The crabgrass preventer absolutely can wipe out your newly sown grass seed – for this reason, it is very important that the work is done correctly.
Options to Treat Crabgrass Without Harming new Grass Seed
Note: the information below only relates to the crabgrass preventer that we use on our customer’s lawns at Green Giant. Other materials may or may not give the same results.
The options are listed in the order we consider the most preferred to the least desirable.
- The fertilizer & crabgrass preventer get applied first
- Allow the materials time to settle into the soil for at least a few days (preferably with some rain)
- Then perform the aeration and over-seeding
This process has been studied extensively and the results consistently show that the crabgrass preventer has very little, if any, adverse affect on the good grass seed.
- First, aerate and over-seed the lawn early in the spring, as early as possible (which is usually when the soil is dry enough)

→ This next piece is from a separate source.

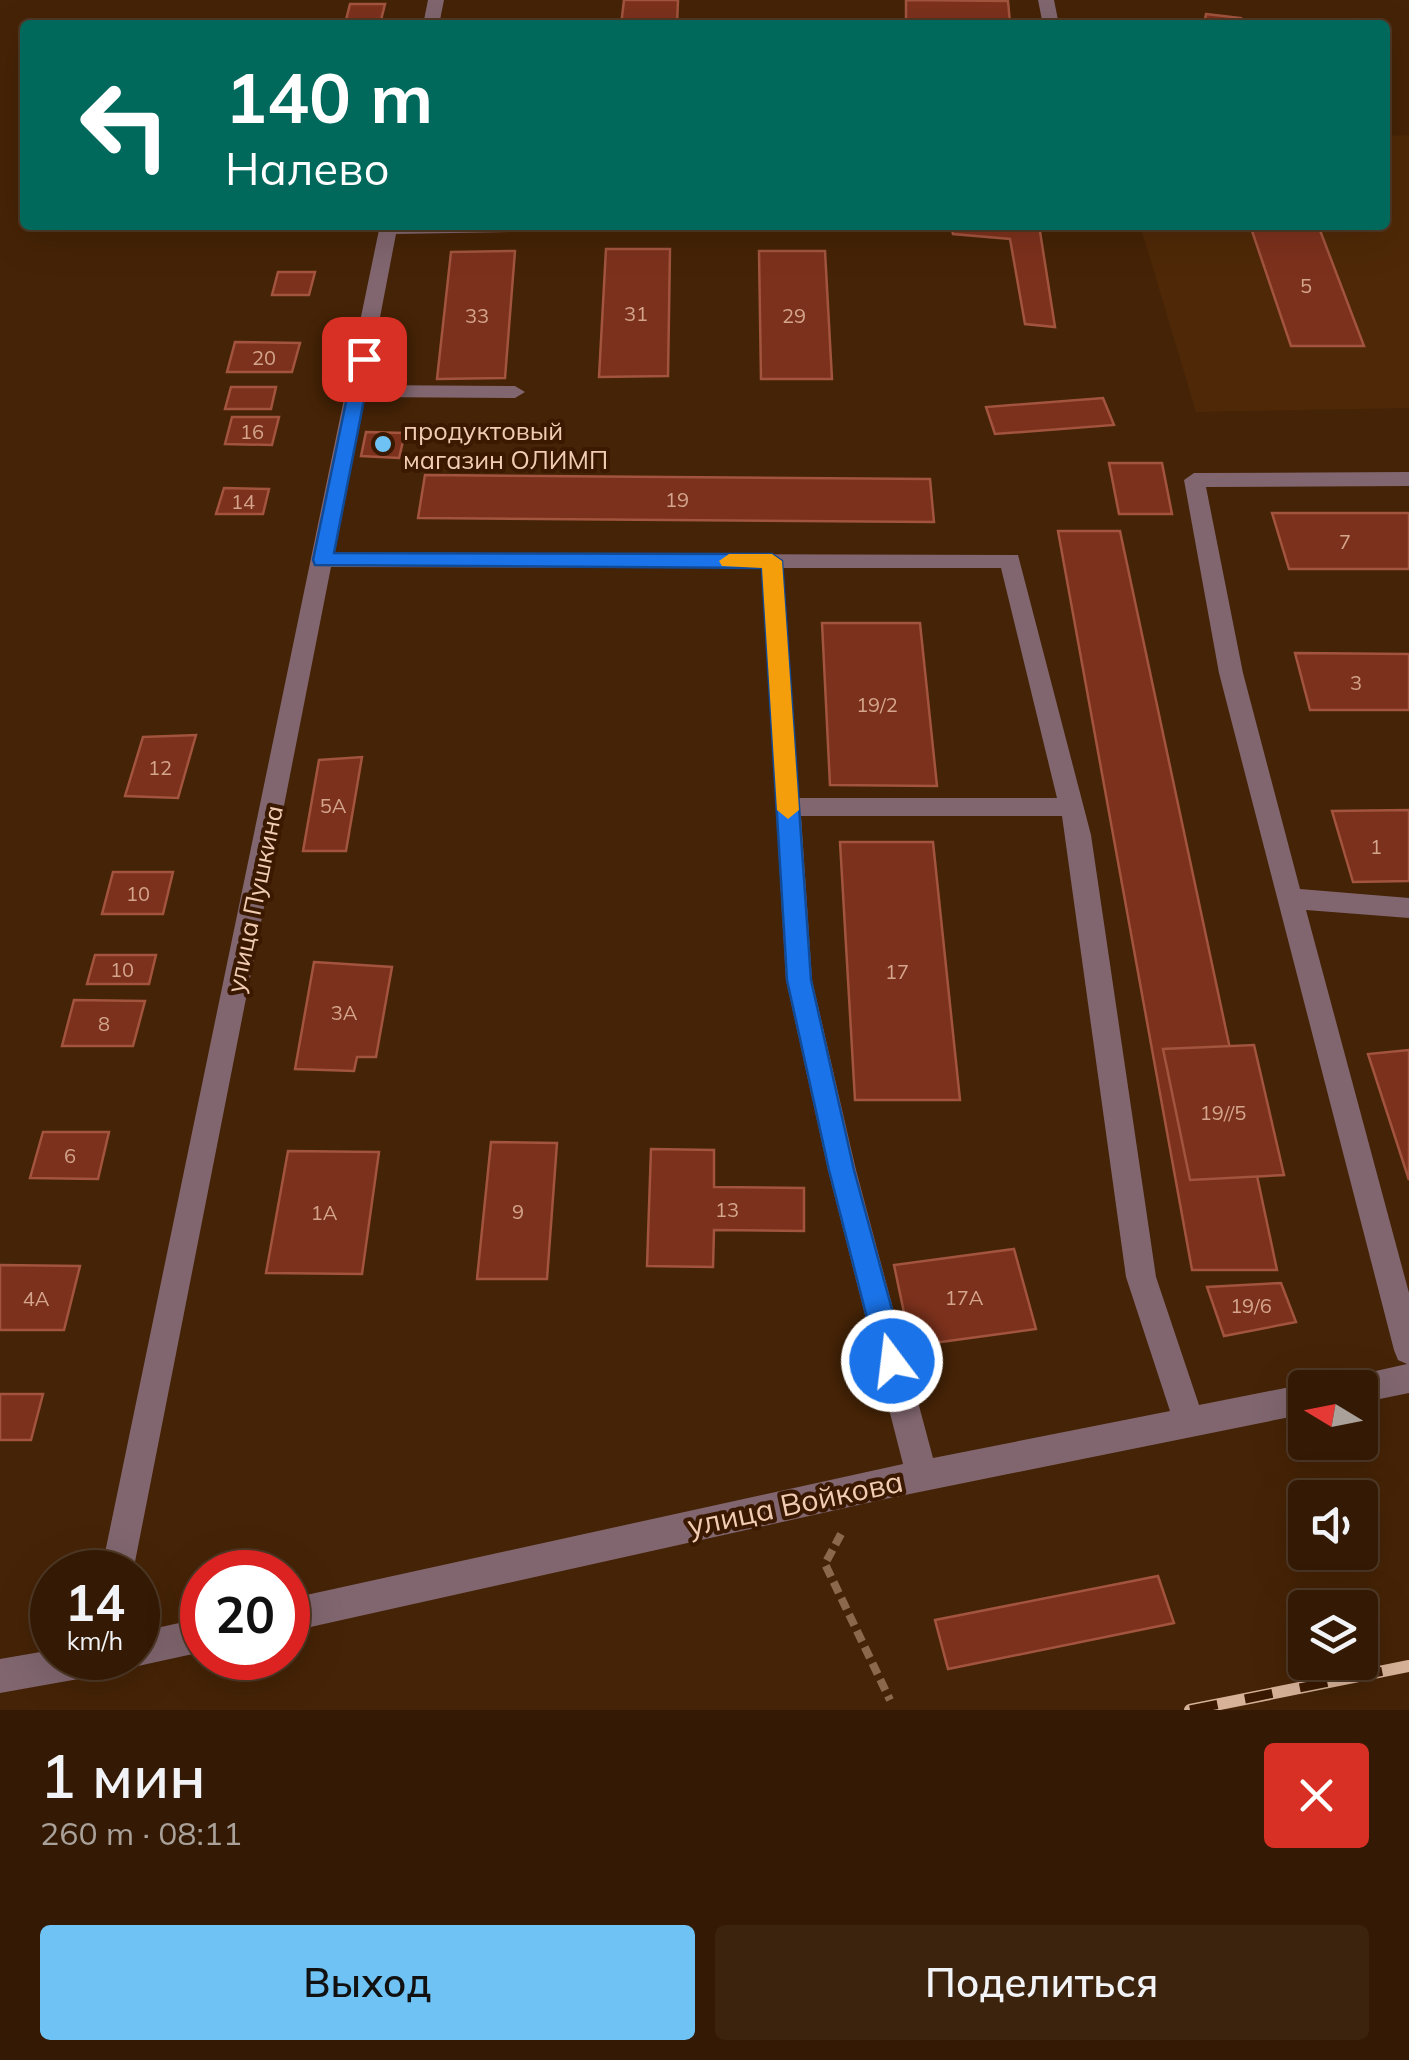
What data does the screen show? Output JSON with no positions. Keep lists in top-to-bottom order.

- Wait until the majority of the grass sprouts are at least 1-2 inches tall
- Apply the crabgrass preventer
This process should eliminate any risk of the crabgrass preventer harming the grass seed (since the grass has completely emerged from the seed). The down side can be that the process starts later in the season if the aeration & seeding is delayed. This is ok but it might mean more watering as we get into the summer.
- Skip the crabgrass preventer
- Aerate & Over-Seed the lawn
- Treat crabgrass preventer with a post-emergent spray (after the plant is visible in the lawn)

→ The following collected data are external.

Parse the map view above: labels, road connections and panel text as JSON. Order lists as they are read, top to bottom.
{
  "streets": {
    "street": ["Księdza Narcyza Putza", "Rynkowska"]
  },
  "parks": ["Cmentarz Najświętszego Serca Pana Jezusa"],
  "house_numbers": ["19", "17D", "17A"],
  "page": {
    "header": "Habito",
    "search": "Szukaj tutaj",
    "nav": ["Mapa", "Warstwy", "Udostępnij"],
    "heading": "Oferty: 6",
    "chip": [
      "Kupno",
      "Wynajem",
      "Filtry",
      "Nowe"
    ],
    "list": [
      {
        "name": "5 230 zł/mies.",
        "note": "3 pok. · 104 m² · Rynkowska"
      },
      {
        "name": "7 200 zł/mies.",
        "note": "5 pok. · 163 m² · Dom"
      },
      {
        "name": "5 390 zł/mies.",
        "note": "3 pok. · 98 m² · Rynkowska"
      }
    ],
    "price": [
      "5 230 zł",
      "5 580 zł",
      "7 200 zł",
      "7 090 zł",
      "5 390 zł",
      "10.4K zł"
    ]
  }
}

Although crabgrass can be controlled with a “post emergent” material after the plant is growing, it is less effective (especially in hot, dry weather), more expensive and can damage surrounding good grass. Crabgrass preventer is considered to be the most critical component for effective crabgrass control. If possible, we recommend going with option 1 or 2.
What NOT to do
- Do not spread seed on the ground, then apply crabgrass preventer. This will be a disappointment because most of the seed will not survive.
- DO NOT aerate and over-seed then apply crabgrass preventer before the new seed has grown completely out of the seed. This will also lead to a failed seeding effort.
We are always here to help, contact the experts at Green Giant Home & Commercial today for your free quote!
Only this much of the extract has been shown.